• [Exercise directions]
Starting with the line that contains "trace(street, '#c1cad2', 16);", set down each line through the end of the entries below, exactly and with nothing added.

• [Excerpted data]
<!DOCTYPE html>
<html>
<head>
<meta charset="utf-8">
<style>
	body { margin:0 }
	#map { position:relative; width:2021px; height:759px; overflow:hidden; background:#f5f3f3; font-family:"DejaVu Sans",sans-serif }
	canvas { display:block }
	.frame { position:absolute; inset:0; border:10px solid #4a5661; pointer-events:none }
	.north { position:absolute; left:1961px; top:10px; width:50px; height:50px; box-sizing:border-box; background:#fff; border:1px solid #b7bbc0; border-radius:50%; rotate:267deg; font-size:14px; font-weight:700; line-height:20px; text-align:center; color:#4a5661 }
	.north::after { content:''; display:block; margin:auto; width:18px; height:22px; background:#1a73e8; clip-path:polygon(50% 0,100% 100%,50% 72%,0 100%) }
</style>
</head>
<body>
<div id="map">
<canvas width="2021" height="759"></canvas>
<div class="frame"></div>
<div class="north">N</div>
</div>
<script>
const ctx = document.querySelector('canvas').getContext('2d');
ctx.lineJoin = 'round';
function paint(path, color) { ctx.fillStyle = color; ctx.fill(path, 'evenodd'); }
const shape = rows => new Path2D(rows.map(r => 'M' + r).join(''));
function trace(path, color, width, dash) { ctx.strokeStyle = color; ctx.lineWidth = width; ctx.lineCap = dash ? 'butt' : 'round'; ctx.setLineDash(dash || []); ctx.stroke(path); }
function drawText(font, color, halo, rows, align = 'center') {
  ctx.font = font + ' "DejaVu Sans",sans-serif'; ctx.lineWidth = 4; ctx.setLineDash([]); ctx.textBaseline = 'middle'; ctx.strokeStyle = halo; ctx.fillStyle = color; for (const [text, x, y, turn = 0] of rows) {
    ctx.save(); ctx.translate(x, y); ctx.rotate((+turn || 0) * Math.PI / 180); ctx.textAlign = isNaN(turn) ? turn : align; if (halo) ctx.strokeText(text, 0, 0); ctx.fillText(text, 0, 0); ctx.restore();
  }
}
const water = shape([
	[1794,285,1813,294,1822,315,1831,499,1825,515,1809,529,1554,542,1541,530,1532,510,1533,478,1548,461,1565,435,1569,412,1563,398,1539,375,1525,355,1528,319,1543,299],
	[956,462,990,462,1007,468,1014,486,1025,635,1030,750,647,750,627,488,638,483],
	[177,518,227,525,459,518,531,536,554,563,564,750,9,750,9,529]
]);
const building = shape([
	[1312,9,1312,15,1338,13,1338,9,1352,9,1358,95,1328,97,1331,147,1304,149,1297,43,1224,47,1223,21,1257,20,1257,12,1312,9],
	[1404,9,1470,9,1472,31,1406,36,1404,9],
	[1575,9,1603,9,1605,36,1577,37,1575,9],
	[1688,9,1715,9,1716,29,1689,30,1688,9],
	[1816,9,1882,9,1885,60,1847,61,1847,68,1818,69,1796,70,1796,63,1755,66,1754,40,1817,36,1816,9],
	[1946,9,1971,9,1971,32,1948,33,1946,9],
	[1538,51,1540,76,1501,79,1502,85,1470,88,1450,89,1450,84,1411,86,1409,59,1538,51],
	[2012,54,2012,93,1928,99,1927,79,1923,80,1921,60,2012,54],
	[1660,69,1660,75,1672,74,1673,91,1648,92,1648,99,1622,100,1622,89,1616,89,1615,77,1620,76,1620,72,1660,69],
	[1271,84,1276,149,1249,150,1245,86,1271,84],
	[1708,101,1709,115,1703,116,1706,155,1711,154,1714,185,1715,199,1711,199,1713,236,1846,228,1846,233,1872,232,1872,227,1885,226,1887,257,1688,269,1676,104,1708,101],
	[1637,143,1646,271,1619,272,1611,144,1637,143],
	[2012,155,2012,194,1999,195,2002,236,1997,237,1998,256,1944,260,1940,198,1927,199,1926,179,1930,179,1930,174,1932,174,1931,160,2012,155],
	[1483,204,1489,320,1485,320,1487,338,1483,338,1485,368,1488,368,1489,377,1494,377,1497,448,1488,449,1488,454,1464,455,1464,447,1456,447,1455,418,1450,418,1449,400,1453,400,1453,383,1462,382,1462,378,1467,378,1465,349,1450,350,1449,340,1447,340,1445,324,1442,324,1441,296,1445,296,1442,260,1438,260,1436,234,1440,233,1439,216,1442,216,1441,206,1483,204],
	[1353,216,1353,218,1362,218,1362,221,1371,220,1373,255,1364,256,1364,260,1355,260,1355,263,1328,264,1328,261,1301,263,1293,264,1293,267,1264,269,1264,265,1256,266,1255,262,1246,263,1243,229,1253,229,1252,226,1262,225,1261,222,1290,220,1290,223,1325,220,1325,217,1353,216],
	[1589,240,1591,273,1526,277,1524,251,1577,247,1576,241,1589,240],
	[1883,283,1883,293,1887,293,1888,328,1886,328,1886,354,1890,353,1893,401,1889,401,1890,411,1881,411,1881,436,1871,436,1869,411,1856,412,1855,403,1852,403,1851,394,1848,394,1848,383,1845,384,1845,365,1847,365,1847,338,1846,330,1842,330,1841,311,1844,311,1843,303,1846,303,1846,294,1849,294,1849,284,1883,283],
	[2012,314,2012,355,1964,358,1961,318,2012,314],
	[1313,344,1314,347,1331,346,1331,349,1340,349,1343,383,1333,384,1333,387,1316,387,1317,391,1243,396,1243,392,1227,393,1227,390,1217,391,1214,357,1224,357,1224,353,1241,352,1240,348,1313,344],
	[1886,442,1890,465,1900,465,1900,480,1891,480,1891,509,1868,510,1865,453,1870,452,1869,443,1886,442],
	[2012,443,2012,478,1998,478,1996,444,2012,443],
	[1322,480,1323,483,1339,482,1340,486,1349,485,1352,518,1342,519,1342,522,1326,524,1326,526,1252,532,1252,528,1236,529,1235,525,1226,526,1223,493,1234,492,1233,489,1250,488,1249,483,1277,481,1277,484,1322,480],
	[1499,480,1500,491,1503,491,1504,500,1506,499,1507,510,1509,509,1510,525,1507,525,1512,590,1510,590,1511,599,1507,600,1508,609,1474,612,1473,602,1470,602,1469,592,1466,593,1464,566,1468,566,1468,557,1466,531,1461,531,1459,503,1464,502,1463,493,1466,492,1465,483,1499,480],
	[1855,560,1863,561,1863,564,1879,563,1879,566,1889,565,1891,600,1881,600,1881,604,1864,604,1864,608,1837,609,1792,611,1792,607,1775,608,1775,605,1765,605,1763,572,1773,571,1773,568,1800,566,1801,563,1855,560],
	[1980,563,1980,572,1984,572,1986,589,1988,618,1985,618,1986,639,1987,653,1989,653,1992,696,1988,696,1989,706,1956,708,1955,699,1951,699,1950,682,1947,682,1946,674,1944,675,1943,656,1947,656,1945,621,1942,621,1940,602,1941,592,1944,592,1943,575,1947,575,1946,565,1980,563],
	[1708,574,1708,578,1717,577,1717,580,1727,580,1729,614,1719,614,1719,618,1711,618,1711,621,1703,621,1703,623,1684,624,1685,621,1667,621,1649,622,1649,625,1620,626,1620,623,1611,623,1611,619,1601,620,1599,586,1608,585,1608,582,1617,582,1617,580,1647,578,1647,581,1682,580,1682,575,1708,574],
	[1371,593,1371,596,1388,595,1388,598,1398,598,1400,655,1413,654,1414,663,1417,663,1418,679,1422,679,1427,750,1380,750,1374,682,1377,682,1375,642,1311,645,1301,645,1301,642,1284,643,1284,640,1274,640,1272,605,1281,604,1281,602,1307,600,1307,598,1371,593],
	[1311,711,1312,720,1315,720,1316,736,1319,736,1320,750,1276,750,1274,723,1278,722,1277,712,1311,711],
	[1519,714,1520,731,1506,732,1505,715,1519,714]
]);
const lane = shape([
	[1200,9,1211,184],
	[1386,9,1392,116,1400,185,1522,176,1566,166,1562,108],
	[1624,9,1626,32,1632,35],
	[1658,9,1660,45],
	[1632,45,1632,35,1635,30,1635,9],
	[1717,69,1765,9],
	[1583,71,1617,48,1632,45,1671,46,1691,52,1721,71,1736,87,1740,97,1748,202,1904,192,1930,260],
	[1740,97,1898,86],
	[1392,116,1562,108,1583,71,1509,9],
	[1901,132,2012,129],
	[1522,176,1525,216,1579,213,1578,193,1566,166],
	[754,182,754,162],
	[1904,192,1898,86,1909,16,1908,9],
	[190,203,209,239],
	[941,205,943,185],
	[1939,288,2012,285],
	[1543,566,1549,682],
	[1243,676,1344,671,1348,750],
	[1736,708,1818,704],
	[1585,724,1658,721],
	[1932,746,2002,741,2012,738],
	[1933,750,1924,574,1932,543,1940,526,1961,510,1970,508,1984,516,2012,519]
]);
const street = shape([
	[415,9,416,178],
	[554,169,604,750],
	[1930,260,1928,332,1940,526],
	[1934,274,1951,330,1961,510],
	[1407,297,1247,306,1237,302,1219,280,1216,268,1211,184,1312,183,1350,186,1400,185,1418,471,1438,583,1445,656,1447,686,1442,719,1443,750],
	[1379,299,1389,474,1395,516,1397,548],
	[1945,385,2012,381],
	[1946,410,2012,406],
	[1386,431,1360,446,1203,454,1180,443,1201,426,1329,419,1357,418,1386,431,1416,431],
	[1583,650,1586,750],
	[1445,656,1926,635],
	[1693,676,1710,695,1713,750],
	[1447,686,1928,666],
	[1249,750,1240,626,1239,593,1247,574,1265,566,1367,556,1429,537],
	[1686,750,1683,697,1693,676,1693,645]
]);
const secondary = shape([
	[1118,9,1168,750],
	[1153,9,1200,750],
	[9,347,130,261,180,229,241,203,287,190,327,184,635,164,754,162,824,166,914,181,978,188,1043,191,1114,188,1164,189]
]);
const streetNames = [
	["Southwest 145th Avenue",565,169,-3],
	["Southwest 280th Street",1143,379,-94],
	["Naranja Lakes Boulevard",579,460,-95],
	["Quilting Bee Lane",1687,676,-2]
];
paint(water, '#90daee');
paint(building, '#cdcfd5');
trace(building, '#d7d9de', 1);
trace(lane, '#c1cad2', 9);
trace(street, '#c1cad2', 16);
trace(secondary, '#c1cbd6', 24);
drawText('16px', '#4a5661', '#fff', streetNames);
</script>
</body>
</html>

• [Response to the task]
trace(street, '#c1cad2', 16);
trace(secondary, '#c1cbd6', 24);
drawText('16px', '#4a5661', '#fff', streetNames);
</script>
</body>
</html>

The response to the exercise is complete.